Whichever lines of the material contain "body", copy each of them.
━━━ Data shown ━━━
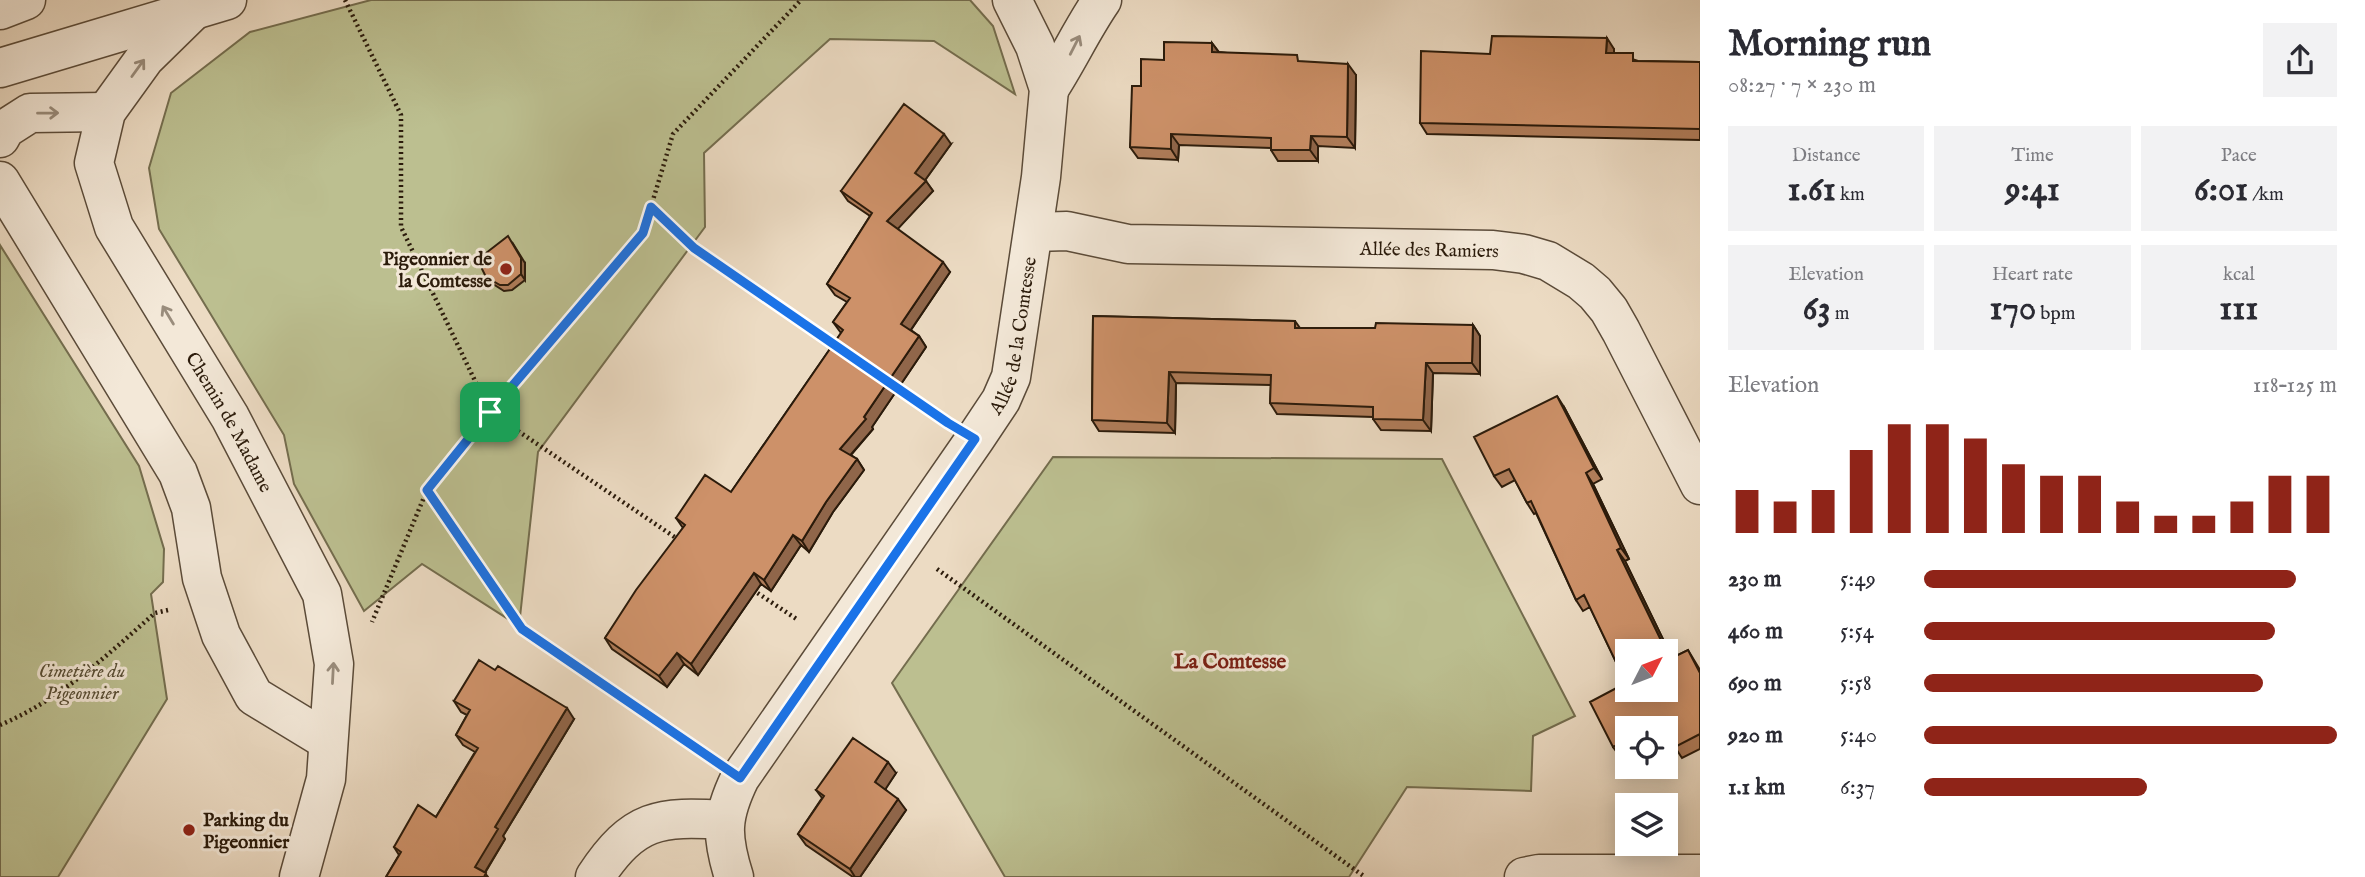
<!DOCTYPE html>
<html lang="en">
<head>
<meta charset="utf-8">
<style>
	:root { --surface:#fff; --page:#f2f2f3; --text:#2b2b33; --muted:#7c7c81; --accent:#8f2418 }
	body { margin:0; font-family:"IM FELL English",serif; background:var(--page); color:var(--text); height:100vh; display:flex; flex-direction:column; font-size:26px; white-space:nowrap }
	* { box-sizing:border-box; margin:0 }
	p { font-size:23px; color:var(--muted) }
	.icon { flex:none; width:38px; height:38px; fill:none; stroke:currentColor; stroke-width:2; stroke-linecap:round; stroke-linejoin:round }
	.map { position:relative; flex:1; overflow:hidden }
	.drawer { display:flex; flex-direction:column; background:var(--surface); width:665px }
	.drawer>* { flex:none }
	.needle { width:46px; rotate:48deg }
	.fabs { position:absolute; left:1615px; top:639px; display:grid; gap:14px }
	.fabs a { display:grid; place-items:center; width:63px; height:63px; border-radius:0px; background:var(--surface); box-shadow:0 4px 18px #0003; font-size:35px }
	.pin { position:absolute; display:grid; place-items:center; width:60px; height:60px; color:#fff; margin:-30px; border-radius:14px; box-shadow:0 4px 10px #0006 }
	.round { display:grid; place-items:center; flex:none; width:74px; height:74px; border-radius:0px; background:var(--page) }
	.headline { display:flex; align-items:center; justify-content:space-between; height:119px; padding:0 28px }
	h1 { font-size:38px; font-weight:700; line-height:52px }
	.metrics { display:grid; grid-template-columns:repeat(3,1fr); gap:10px; height:119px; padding:7px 28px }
	.metrics div { display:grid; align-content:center; border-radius:0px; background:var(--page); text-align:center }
	.metrics b { font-size:35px; font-weight:700 }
	.metrics small { font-size:19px; font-weight:400 }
	.metrics p { font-size:19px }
	.chart { height:196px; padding:14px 28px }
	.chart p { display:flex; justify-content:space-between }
	.chart svg { width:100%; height:126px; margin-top:7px; stroke:var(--accent); stroke-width:6 }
	ul { padding:0 28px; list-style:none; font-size:23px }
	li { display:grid; grid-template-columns:112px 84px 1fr; align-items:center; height:52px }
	li i { height:18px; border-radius:9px; background:var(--accent) }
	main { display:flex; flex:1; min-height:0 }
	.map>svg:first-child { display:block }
	.green { fill:#bcbf90; stroke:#746d4e; stroke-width:2 }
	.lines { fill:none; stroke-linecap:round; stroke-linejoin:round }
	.minor-casing { stroke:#5b4b39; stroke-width:41 }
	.path { stroke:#2b1b0b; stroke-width:4.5; stroke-dasharray:2 3.5; stroke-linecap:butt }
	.minor { stroke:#f3e8d8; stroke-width:38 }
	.wall { fill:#b07d5a; stroke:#2b1b0b; stroke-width:2 }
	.shaded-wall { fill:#90664a; stroke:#2b1b0b; stroke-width:2 }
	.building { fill:#cd9169; stroke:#2b1b0b; stroke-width:2; fill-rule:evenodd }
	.oneway { stroke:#998c7c }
	.route-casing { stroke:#fff; stroke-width:14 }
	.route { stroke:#1a73e8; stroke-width:9 }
	.poi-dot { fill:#8f2418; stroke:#f3e8d8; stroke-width:2.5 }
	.labels { text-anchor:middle; stroke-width:6; stroke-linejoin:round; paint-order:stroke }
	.street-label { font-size:19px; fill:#2b1b0b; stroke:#f3e8d8 }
	.poi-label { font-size:19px; font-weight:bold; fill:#2b1b0b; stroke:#f3e8d8; text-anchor:end }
	.park-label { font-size:19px; font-style:italic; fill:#564c33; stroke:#f3e8d8 }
	.neighbourhood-label { font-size:21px; font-weight:bold; fill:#7a1f14; stroke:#f3e8d8 }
</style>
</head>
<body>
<main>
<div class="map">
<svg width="1700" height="877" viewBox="0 0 1700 877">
	<rect width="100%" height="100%" fill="#ecdbc3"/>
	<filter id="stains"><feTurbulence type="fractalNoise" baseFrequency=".00286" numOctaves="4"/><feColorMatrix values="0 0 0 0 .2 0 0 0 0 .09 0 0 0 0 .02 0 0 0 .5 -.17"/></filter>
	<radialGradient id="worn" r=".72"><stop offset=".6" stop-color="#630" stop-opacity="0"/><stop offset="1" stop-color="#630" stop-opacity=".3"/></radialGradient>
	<path class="green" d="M 371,0 L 970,0 L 993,26 L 1015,94 L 934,41 L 830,39 L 704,153 L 705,227 L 538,452 L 519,626 L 422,564 L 364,611 L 294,484 L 284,435 L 159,229 L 149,168 L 171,93 L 250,32 Z
		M 0,245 L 139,466 L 164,549 L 163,582 L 151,594 L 167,699 L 58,877 L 0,877 Z
		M 1053,457 L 1442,459 L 1575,716 L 1533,736 L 1531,791 L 1407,787 L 1349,877 L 1005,877 L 892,683 Z"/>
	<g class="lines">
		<defs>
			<g id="minor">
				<path d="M 0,10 L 26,0"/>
				<path id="s1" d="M 193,11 L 145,58 L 106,112 L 94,163 L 114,227 L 230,417 L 322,594 L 334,664 L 326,779 L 299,877"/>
				<path d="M 0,68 L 227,0"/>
				<path d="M 1049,89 C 1068,60 1082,29 1102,0"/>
				<path d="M 0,138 L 5,129 L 30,113 L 106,112"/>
				<path d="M 0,181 L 178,473 L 191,508 L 202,578 L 221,635 L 254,696 L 328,741"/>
				<path id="s2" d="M 1034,232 L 1067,231 L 1128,244 L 1493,250 L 1524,254 L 1548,261 L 1581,281 L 1595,293 L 1609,310 L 1621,331 L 1700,485"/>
				<path d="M 595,877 C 634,818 659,816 725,820"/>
				<path id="s3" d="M 734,877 C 721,836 721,817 740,778 L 975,439 L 1001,400 L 1011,377 L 1041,177 L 1049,89 L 1035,46 L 1012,0"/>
				<path d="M 1524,877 L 1539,874 L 1700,874"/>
			</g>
		</defs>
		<use href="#minor" class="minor-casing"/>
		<path class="path" d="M 345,0 L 401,115 L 401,227 L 490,412 L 427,490 L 372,622
			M 651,207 L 694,248 L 838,347
			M 894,386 L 939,416
			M 427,490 L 522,629 L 705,754
			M 679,540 L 490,412 L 643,233 L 673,134 L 801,0
			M 937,569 L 1365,877
			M 753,590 L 798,620
			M 0,725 C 60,700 107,655 155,613 L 168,610"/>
		<use href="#minor" class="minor"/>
	</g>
	<path class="wall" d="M 1212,43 L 1219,52 L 1302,62 L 1356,75 L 1355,148 L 1318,146 L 1318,161 L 1278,161 L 1271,150 L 1271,148 L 1179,145 L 1178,160 L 1138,158 L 1130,147 L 1141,86 L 1164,60 Z
		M 1614,49 L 1614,53 L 1638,61 L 1700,62 L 1700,140 L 1427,134 L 1420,123 L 1490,54 Z
		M 951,144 L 925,180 L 933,191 L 897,229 L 950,272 L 911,330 L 919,336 L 926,347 L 872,427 L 873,429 L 851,455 L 857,459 L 864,470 L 833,512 L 809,552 L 801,545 L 771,591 L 761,584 L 698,675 L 684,664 L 667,687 L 612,649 L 605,638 L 683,528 L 676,518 L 731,492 L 841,333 L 833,322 L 847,302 L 835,295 L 827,284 L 870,216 L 848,201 L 841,191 Z
		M 525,263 L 525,280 L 512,290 L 504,291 L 490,282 L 486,277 Z
		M 1093,316 L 1295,321 L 1300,328 L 1375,328 L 1473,325 L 1480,336 L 1480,374 L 1433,373 L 1431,431 L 1381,430 L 1373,419 L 1373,417 L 1277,414 L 1270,403 L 1271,385 L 1176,383 L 1175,433 L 1099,431 L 1092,420 Z
		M 1564,407 L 1602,479 L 1593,484 L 1629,559 L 1625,561 L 1672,658 L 1688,650 L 1700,670 L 1700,749 L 1682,758 L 1667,735 L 1666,735 L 1666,728 L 1628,728 L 1628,754 L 1621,758 L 1613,747 L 1626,683 L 1590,607 L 1583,611 L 1576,600 L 1536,513 L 1534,514 L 1527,503 L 1515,480 L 1502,487 L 1494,476 Z
		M 454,701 L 574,719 L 503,836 L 505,839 L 485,873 L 488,877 L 386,877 L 399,855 L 394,847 L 436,817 L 475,752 L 463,745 L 456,735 L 467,715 L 461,712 Z
		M 896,773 L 885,789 L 906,810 L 860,877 L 853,877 L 806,845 L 798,834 L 822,798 L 816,790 Z"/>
	<path class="shaded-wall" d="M 1607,38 L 1614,49 L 1614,64 L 1606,53 Z
		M 1212,43 L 1220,54 L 1212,52 Z
		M 1348,64 L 1356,75 L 1355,148 L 1347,137 Z
		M 944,134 L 951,144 L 923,183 L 915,173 Z
		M 1171,134 L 1179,145 L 1178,160 L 1171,149 Z
		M 1311,136 L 1318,146 L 1318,161 L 1310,150 Z
		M 926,181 L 933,191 L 895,232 L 887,221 Z
		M 512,242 L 525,263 L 525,280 L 521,274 Z
		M 943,262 L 950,272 L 908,334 L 901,324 Z
		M 1473,325 L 1480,336 L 1480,374 L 1472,363 Z
		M 919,336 L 926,347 L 872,427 L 873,429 L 847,459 L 840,449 L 864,417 Z
		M 1426,363 L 1433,373 L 1431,431 L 1423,420 Z
		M 1169,372 L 1176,383 L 1175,433 L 1167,423 Z
		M 1557,396 L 1564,407 L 1602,479 L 1594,468 Z
		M 857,459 L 864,470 L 833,512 L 809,552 L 802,541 L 826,502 Z
		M 1586,473 L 1593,484 L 1629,559 L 1621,548 Z
		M 793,535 L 801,545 L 771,591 L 764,580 Z
		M 1617,550 L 1625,561 L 1678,670 L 1670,659 Z
		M 754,573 L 761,584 L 698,675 L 691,664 Z
		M 677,653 L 684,664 L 667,687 L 659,676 Z
		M 567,708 L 574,719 L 503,836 L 505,839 L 482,877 L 475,867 L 495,827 Z
		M 888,762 L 896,773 L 883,793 L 875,782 Z
		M 898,799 L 906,810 L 860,877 L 855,877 L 850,869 Z"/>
	<path class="building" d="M 1492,36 L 1607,38 L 1606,53 L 1633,53 L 1633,61 L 1700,62 L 1700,129 L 1420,123 L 1421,51 L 1490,54 Z
		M 1164,42 L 1212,43 L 1212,52 L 1297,55 L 1298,61 L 1348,64 L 1347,137 L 1311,136 L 1310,150 L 1271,150 L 1271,138 L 1171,134 L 1171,149 L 1130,147 L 1132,86 L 1141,86 L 1141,59 L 1164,60 Z
		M 904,104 L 944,134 L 915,173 L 926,181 L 887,221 L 943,262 L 901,324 L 919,336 L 864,417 L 866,419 L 840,449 L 857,459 L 826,502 L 802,541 L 793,535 L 764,580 L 754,573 L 691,664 L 677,653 L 659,676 L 605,638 L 636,590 L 685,525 L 676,518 L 705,475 L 731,492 L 843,330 L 833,322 L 850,298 L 827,284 L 872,213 L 841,191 Z
		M 508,236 L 521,258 L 521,274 L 508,285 L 500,285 L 486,277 L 482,269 L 486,253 Z
		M 1093,316 L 1295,321 L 1295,328 L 1375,328 L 1376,323 L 1473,325 L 1472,363 L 1426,363 L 1423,420 L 1373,419 L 1373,407 L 1270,403 L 1271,375 L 1169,372 L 1167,423 L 1092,420 Z
		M 1557,396 L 1594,468 L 1586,473 L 1621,548 L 1617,550 L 1670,659 L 1688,650 L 1700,673 L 1700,734 L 1675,747 L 1666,732 L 1666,728 L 1663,728 L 1661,723 L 1652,728 L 1628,728 L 1628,740 L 1613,747 L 1590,702 L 1626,683 L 1584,595 L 1576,600 L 1531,501 L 1527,503 L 1509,469 L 1494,476 L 1474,437 ZM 1628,651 L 1666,651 L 1666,690 L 1628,690 Z
		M 479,660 L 495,670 L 498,666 L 567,708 L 495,827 L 498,829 L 475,867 L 486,873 L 484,877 L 386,877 L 401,852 L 394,847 L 418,805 L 436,817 L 478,748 L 456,735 L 470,710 L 454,701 Z
		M 853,738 L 888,762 L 875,782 L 898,799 L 850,869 L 798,834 L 824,796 L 816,790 Z"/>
	<defs><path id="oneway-shaft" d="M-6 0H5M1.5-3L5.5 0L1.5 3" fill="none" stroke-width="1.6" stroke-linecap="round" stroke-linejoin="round" transform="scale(1.75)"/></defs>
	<g class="oneway">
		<use href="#oneway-shaft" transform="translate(1075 45) rotate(-63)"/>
		<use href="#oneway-shaft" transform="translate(138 68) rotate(-54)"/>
		<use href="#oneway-shaft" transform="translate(48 113) rotate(-1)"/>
		<use href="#oneway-shaft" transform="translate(168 315) rotate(-121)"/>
		<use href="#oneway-shaft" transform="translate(333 673) rotate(-87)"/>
	</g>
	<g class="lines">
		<defs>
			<path id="route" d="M 651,207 L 694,248 L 948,423 L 975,439 L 740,778 L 522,629 L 427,490 L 490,412 L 643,233 Z"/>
		</defs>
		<use href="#route" class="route-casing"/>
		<use href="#route" class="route"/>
	</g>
	<g class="poi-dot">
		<circle cx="506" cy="269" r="7"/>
		<circle cx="189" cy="830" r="7"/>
	</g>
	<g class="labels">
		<g class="street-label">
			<text dy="7" stroke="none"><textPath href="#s2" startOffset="397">Allée des Ramiers</textPath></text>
			<text dy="7" stroke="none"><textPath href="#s3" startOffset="628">Allée de la Comtesse</textPath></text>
			<text dy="7" stroke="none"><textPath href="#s1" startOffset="480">Chemin de Madame</textPath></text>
		</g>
		<g class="poi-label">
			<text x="492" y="265">Pigeonnier de<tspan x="492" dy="22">la Comtesse</tspan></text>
			<text x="203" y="826" text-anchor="start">Parking du<tspan x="203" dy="22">Pigeonnier</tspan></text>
		</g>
		<g class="park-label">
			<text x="82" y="677">Cimetière du<tspan x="82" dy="22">Pigeonnier</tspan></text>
		</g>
		<g class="neighbourhood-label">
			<text x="1230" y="668">La Comtesse</text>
		</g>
	</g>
	<rect width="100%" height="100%" filter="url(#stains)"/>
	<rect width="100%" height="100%" fill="url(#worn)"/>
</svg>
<div class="fabs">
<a><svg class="needle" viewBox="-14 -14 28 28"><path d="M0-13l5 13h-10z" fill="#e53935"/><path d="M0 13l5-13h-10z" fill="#7c7c81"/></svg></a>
<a><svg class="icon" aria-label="locate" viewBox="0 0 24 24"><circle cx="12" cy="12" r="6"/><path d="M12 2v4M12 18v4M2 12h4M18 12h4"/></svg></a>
<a><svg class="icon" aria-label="layers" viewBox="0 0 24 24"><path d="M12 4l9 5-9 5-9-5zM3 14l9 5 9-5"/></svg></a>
</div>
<div class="pin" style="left:490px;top:412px;background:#1e9e55"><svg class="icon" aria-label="arrive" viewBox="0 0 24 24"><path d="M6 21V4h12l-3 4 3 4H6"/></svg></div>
</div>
<section class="drawer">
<div class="headline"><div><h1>Morning run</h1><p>08:27 · 7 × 230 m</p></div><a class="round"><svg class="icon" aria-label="share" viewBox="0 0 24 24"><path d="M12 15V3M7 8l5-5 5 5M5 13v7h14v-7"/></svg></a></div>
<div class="metrics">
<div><p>Distance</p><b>1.61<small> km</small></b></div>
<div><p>Time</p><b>9:41</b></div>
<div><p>Pace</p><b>6:01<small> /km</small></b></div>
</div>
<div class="metrics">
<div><p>Elevation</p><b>63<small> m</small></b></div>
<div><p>Heart rate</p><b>170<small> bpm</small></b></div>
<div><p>kcal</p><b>111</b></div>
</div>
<div class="chart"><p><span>Elevation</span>118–125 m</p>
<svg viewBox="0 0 160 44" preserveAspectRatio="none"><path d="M5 44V29M15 44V33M25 44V29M35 44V15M45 44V6M55 44V6M65 44V11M75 44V20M85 44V24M95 44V24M105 44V33M115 44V38M125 44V38M135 44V33M145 44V24M155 44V24"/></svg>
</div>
<ul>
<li><b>230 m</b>5:49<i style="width:90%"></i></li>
<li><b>460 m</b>5:54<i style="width:85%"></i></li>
<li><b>690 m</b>5:58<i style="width:82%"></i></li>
<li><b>920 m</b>5:40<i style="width:100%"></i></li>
<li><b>1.1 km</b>6:37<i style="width:54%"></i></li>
</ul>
</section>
</main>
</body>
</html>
━━━
◆ Your solution:
	body { margin:0; font-family:"IM FELL English",serif; background:var(--page); color:var(--text); height:100vh; display:flex; flex-direction:column; font-size:26px; white-space:nowrap }
<body>
</body>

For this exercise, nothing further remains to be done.